» **INSTRUCTIONS FOR THE TASK**
Copy out each line from the material where the word "Свярдлова" is found.

» **DATA**
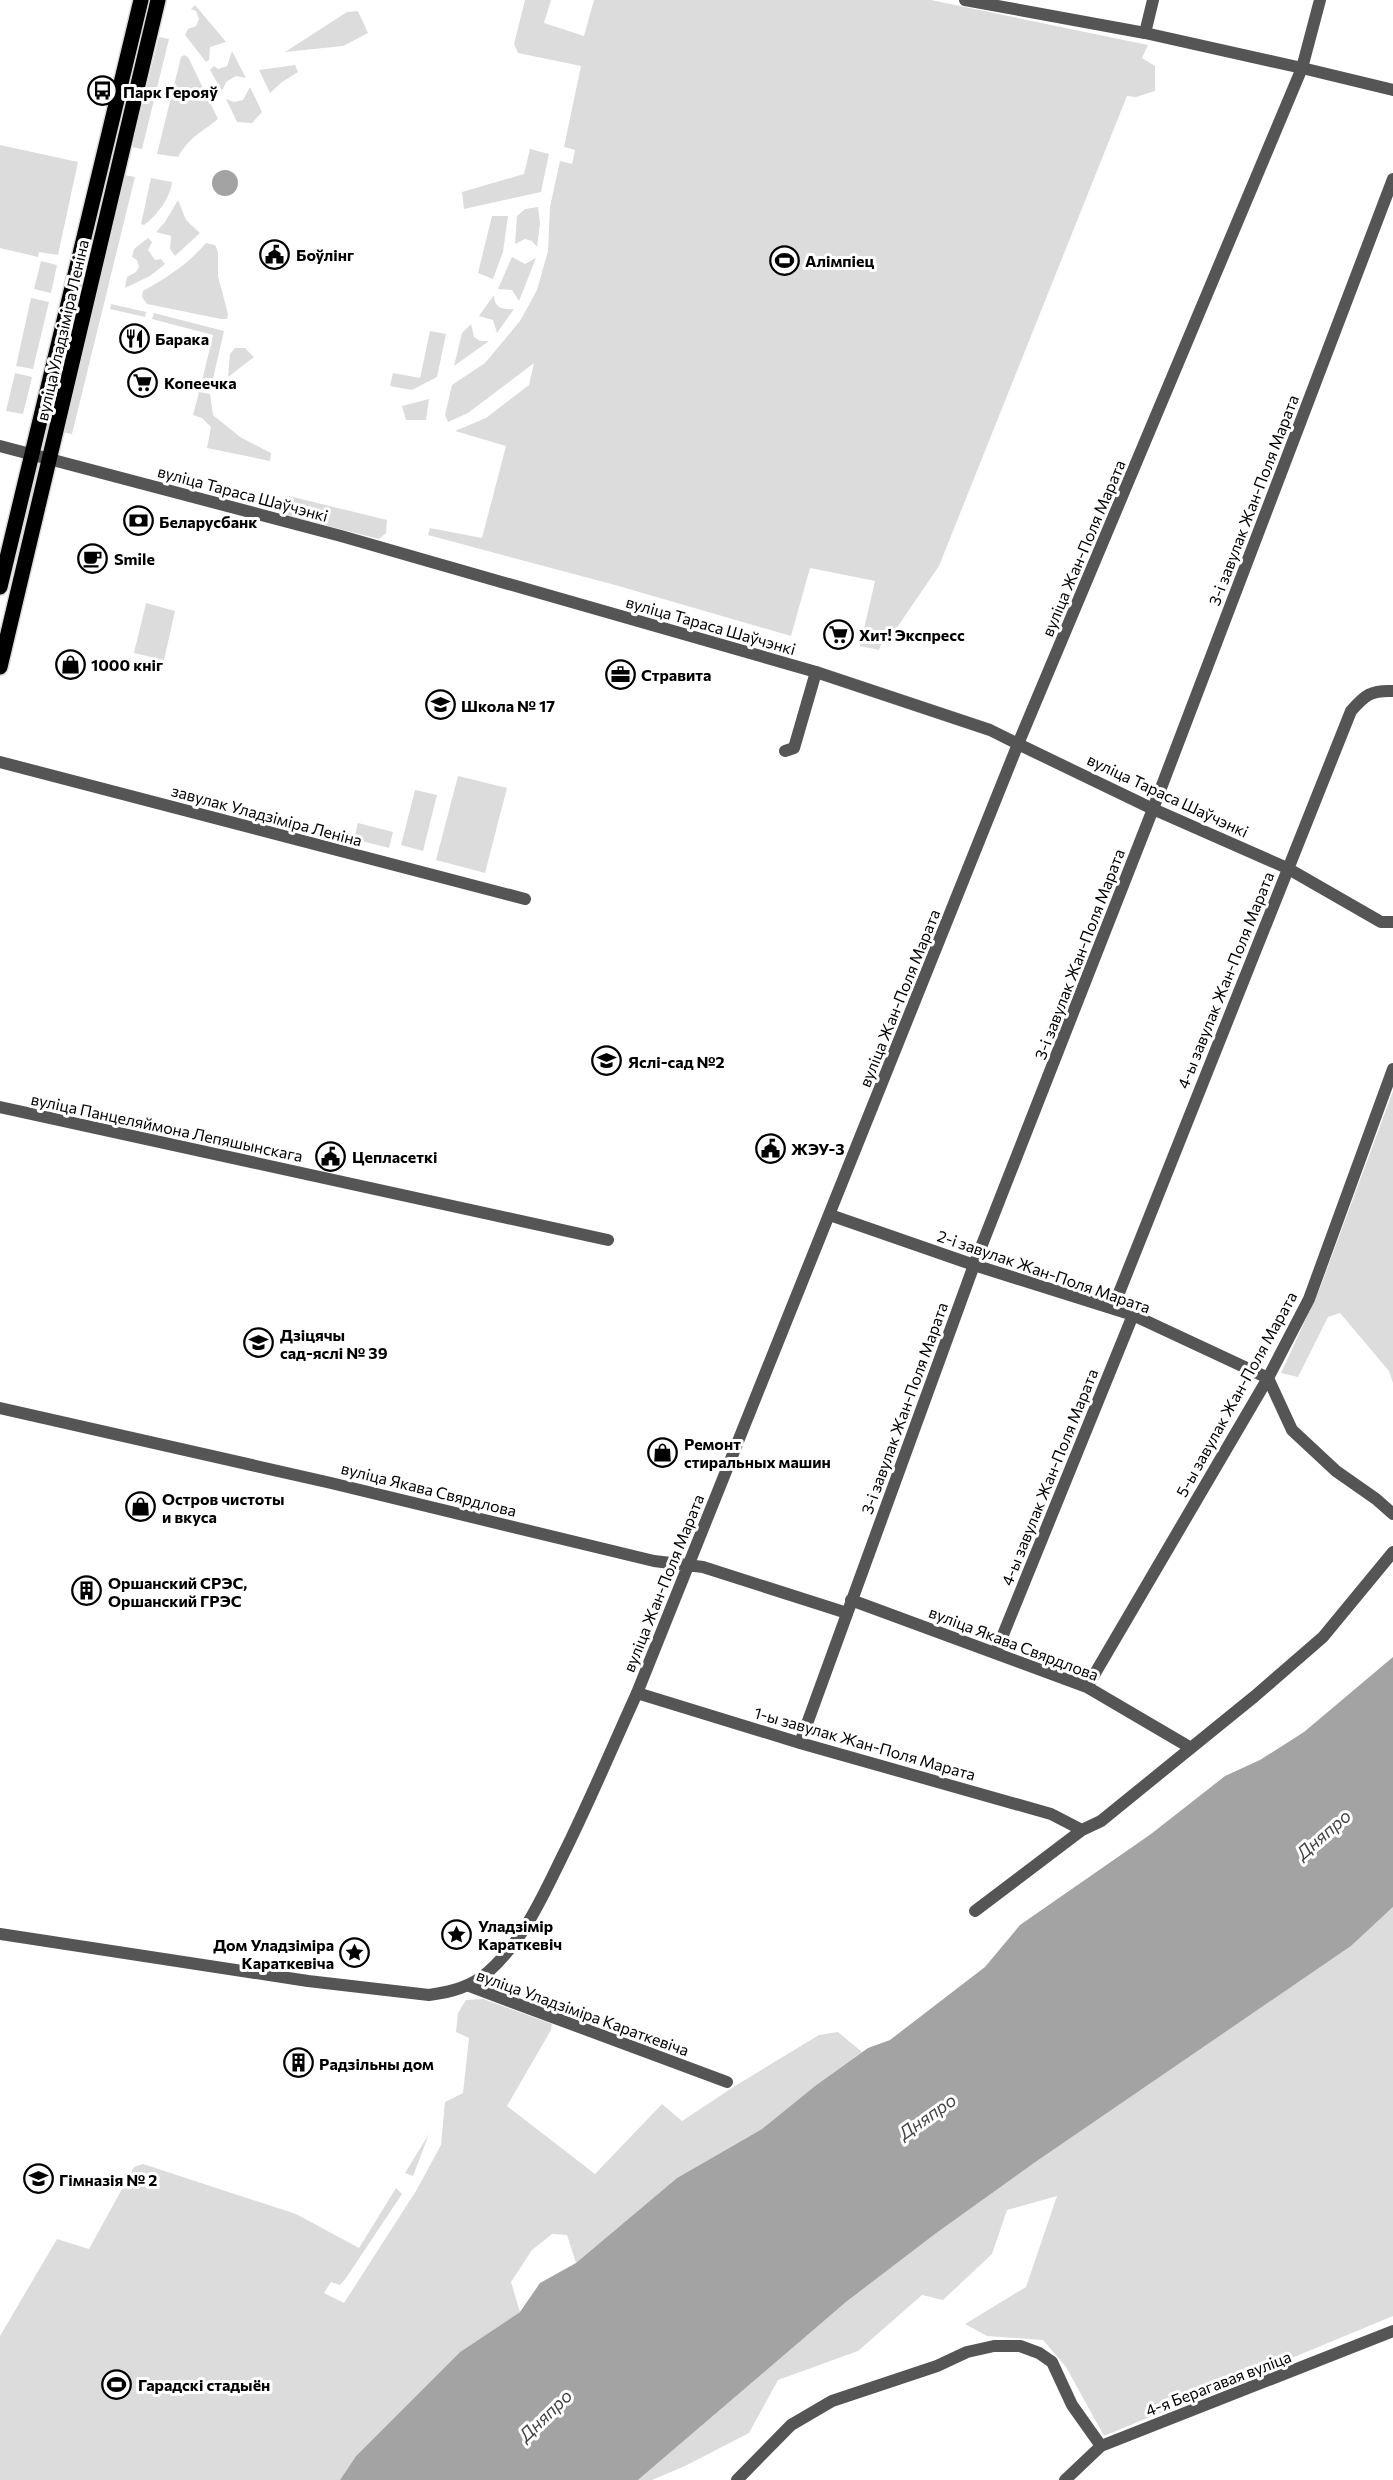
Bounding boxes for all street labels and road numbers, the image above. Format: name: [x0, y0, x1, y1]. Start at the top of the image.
street label: вуліца Уладзіміра Леніна: [32, 237, 92, 423]
street label: 3-і завулак Жан-Поля Марата: [1204, 392, 1302, 608]
street label: вуліца Жан-Поля Марата: [1037, 457, 1129, 639]
street label: вуліца Тараса Шаўчэнкі: [156, 461, 330, 525]
street label: вуліца Тараса Шаўчэнкі: [624, 592, 798, 658]
street label: вуліца Тараса Шаўчэнкі: [1084, 749, 1252, 841]
street label: завулак Уладзіміра Леніна: [170, 780, 364, 850]
street label: 3-і завулак Жан-Поля Марата: [1030, 846, 1128, 1062]
street label: 4-ы завулак Жан-Поля Марата: [1173, 869, 1277, 1091]
street label: вуліца Жан-Поля Марата: [855, 906, 943, 1090]
street label: вуліца Панцеляймона Лепяшынскага: [29, 1089, 305, 1165]
street label: 2-і завулак Жан-Поля Марата: [935, 1226, 1153, 1316]
street label: 5-ы завулак Жан-Поля Марата: [1172, 1288, 1300, 1500]
street label: 3-і завулак Жан-Поля Марата: [857, 1299, 951, 1517]
street label: 4-ы завулак Жан-Поля Марата: [997, 1366, 1101, 1588]
street label: вуліца Якава Свярдлова: [339, 1458, 519, 1520]
street label: вуліца Жан-Поля Марата: [619, 1491, 707, 1675]
street label: вуліца Якава Свярдлова: [927, 1602, 1101, 1684]
street label: 1-ы завулак Жан-Поля Марата: [752, 1702, 978, 1784]
street label: вуліца Уладзіміра Караткевіча: [474, 1965, 692, 2059]
street label: 4-я Берагавая вуліца: [1142, 2346, 1294, 2420]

» **TASK RESULT**
street label: вуліца Якава Свярдлова: [339, 1458, 519, 1520]
street label: вуліца Якава Свярдлова: [927, 1602, 1101, 1684]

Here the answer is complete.